• Skylar Wu

Two Poems

By Skylar Wu


Fonsphobia (Fear of Spring)


Spring is the most plump, most miserable

mushroom to ever grow out of my eyes.

Teal and yellow scurry for billions of years,

crash on the internal walls of memory,

scatter into caterwauling kittens, wailing children;

tears spring into a pedal of moldy oranges. Damp

heat, they say, is the mosquitoes’ crying ritual, cries

today into tomorrow. What does it avail? My

pericranium still burns scarlet red,

chaotic like the inside of a bird’s egg.

Let it puncture clamorously, its nutrients outflow—

make this spring more spring than any of the past.

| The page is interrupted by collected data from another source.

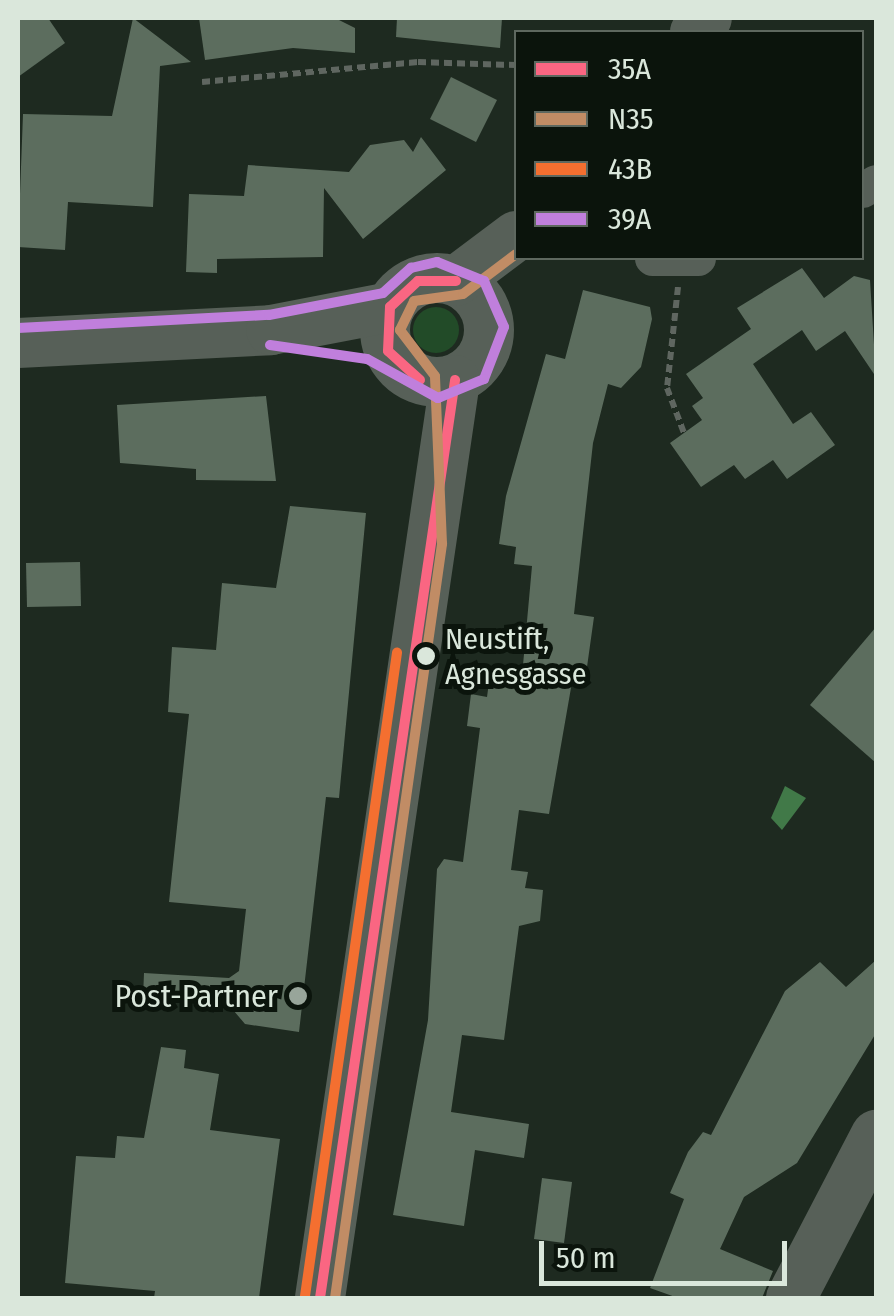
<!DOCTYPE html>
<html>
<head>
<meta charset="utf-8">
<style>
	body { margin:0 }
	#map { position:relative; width:894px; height:1316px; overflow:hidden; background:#1e2a20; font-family:"Fira Sans Condensed",sans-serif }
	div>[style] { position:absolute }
	.green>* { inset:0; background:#224b28 }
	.round { border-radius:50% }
	.water>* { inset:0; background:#417948 }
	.building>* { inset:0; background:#5c6d5e }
	.path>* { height:6px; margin-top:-3px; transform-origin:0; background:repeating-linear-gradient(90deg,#5f6660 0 8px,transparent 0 13px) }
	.street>* { height:35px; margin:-17.5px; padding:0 17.5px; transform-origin:17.5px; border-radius:17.5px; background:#576058 }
	.secondary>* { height:50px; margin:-25px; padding:0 25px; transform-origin:25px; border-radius:25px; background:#576058 }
	.secondary>.ring { margin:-25px; padding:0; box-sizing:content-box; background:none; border:50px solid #576058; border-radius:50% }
	.bus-1>* { height:10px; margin:-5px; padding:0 5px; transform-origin:5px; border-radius:5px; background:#fa6682 }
	.bus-2>* { height:10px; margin:-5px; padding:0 5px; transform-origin:5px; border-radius:5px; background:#c18c65 }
	.bus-3>* { height:10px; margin:-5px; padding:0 5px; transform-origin:5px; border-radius:5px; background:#f46f30 }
	.bus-4>* { height:10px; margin:-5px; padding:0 5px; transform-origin:5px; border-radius:5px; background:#c07fdc }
	.dots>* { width:28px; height:28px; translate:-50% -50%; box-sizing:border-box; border:5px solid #0b140c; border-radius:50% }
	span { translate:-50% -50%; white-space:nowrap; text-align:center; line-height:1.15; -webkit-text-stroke:10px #0b140c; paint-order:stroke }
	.bus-label { font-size:30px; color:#dae7db }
	.left { translate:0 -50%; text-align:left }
	.poi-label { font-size:32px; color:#dae7db }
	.right { translate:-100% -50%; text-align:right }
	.frame { position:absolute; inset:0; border:20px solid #dae7db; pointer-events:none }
	.legend { position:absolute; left:514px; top:30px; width:350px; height:230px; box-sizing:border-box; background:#0b140c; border:2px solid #5e685f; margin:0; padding:12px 18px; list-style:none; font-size:30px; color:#dae7db }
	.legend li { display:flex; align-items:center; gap:20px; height:50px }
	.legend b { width:50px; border:2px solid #5e685f }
	.scale { position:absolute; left:539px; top:1241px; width:248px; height:45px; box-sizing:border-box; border:5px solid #dae7db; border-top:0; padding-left:12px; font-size:30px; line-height:35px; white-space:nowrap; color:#dae7db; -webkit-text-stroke:8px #0b140c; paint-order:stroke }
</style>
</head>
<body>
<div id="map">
	<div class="green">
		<div class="round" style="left:413px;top:307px;width:46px;height:46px"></div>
	</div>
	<div class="water">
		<div style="clip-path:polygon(785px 786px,806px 798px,782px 830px,771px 818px)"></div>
	</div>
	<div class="building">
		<div style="clip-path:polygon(18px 18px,48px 18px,65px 43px,18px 77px)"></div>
		<div style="clip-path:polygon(133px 18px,191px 62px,160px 66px,153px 207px,68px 202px,65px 250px,18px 247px,23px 114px,112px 116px)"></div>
		<div style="clip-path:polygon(199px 18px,335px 18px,355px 28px,355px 53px,293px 48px,205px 60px)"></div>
		<div style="clip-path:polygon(397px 18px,502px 18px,500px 48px,396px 37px)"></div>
		<div style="clip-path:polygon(451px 77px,497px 100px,476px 142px,430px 119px)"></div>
		<div style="clip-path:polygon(421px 137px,446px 170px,363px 239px,324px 188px,323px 257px,217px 259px,217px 273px,186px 272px,189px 194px,244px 196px,248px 165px,349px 172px,370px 145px,404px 140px,413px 152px)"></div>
		<div style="clip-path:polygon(802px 268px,824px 298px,854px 276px,870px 280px,876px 377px,845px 331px,816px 351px,802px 330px,753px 364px,793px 424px,811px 412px,835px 445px,787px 479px,773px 460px,745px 479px,734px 465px,701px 487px,670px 443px,702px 420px,692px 406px,703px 398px,686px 374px,751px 329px,737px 308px)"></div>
		<div style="clip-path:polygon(583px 290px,650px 307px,652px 319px,641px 367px,621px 388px,608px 384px,593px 443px,574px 614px,594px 617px,587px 667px,575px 665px,549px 814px,519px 810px,511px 870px,528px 872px,525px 888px,543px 890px,540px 921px,519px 926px,504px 1040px,462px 1035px,451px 1112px,529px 1124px,524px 1158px,475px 1150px,464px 1226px,393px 1215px,428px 1020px,437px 869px,444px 859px,463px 862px,480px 728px,467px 726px,471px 694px,487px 697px,489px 682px,521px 687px,532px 566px,514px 564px,516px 547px,499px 544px,506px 496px,546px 354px,565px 359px)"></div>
		<div style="clip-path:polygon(266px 396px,276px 481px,196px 480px,196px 469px,120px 463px,117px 405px)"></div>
		<div style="clip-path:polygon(290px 506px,366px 513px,339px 798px,326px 797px,299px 1032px,245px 1024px,228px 1004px,143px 998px,144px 973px,229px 978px,239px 971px,246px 909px,169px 902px,189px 714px,168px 712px,172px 647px,216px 650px,222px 583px,276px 588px)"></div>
		<div style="clip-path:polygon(80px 562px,81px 606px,27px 607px,26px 563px)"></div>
		<div style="clip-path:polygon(876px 627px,876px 763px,810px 705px)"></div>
		<div style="clip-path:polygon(876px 960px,876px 1033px,797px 1163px,744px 1197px,720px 1249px,773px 1271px,762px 1298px,678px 1298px,650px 1288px,684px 1199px,670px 1193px,688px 1152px,703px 1132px,711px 1135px,785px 991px,820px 962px,846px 987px)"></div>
		<div style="clip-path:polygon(161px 1047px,186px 1050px,184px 1068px,219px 1074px,210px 1130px,280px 1139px,259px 1298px,154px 1298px,155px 1291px,65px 1283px,76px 1156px,115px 1158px,117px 1136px,144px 1138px)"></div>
		<div style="clip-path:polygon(542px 1178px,572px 1182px,564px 1243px,534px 1239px)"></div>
	</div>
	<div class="path">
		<div style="left:202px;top:82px;width:217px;rotate:-5.3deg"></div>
		<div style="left:418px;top:62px;width:98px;rotate:1.8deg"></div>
		<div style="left:678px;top:287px;width:102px;rotate:96.2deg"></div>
		<div style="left:667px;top:388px;width:48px;rotate:69.3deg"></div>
	</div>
	<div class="street">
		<div style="left:862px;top:190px;width:16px;rotate:-30deg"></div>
		<div style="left:652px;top:258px;width:46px"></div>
	</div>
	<div class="secondary">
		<div style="left:695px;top:32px;width:18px;rotate:-49deg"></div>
		<div class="ring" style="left:385px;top:278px;width:54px;height:54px"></div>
		<div style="left:456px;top:281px;width:75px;rotate:-36.9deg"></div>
		<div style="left:18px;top:343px;width:253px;rotate:-2.9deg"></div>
		<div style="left:271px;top:330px;width:121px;rotate:-10.9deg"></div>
		<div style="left:320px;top:1298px;width:928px;rotate:-81.63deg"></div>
		<div style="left:791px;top:1298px;width:184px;rotate:-62.5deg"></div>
	</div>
	<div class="bus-1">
		<div style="left:420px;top:380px;width:43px;rotate:-137.8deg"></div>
		<div style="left:388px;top:351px;width:44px;rotate:-87.4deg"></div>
		<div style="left:390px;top:307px;width:38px;rotate:-43deg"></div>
		<div style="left:418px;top:281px;width:38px"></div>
		<div style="left:320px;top:1298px;width:928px;rotate:-81.63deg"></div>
	</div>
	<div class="bus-2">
		<div style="left:335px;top:1298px;width:762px;rotate:-81.92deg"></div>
		<div style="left:442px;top:544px;width:168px;rotate:-92.4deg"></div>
		<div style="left:435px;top:376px;width:58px;rotate:-127.3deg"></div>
		<div style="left:400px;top:330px;width:32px;rotate:-64deg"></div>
		<div style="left:414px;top:301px;width:49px;rotate:-8.1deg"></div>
		<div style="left:463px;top:294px;width:66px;rotate:-37deg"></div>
	</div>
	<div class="bus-3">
		<div style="left:305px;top:1296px;width:650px;rotate:-81.86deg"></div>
	</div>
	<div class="bus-4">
		<div style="left:18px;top:328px;width:251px;rotate:-3deg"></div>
		<div style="left:269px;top:315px;width:116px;rotate:-10.9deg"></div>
		<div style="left:383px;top:293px;width:38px;rotate:-42deg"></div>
		<div style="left:411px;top:268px;width:27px;rotate:-13deg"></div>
		<div style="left:437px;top:262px;width:51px;rotate:22deg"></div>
		<div style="left:484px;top:281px;width:50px;rotate:66.5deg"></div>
		<div style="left:504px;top:327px;width:56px;rotate:111deg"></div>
		<div style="left:484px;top:379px;width:50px;rotate:157.6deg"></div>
		<div style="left:438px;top:398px;width:81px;rotate:-151.2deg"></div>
		<div style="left:367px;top:359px;width:98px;rotate:-171.8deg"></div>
	</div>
	<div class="dots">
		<div style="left:426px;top:656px;background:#dae7db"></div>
		<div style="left:298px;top:996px;background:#98a59a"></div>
	</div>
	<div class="bus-label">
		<span class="left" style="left:445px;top:656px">Neustift,<br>Agnesgasse</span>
	</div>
	<div class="poi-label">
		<span class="right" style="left:278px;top:996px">Post-Partner</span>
	</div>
	<div class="frame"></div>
	<ul class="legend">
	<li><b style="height:12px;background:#fa6682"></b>35A</li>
	<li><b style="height:12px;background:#c18c65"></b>N35</li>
	<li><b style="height:12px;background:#f46f30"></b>43B</li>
	<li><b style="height:12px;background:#c07fdc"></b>39A</li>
	</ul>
	<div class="scale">50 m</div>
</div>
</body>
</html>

Illustration by Phoebe Wagoner























Invitation


Spring hangs off the branches of the nearest tree,

I grab its fruit with hands that have never touched a gun:

instead, receive some embroidered card,

written in words of supplication,

of presumption, of ekphrastic dreams.

Before this invitation, there was no me.

After this invitation, I am quartered.

Gardenia-shaped wind flicks the fireflies,

disturbs the wild rabbits;

their running away empties a patch of grass.

Inside the clear stream

scatters the embellished movement of an egret.

God’s face floats on the lake’s surface,

alongside the seagrass,

licked by the most interfering waves.

The feather is a lethargic piece,

left alongside the over-exerted bank.

The turbulence of silence

wraps around the finger,

polyphonically flutters.

The flower branches tremble

as if afraid of ossification,

or desiring caresses.

Wrinkle the humid night,

then all worries become ancient:

I delay grief for tomorrow.

Tonight, I ask to bypass the echo of human songs.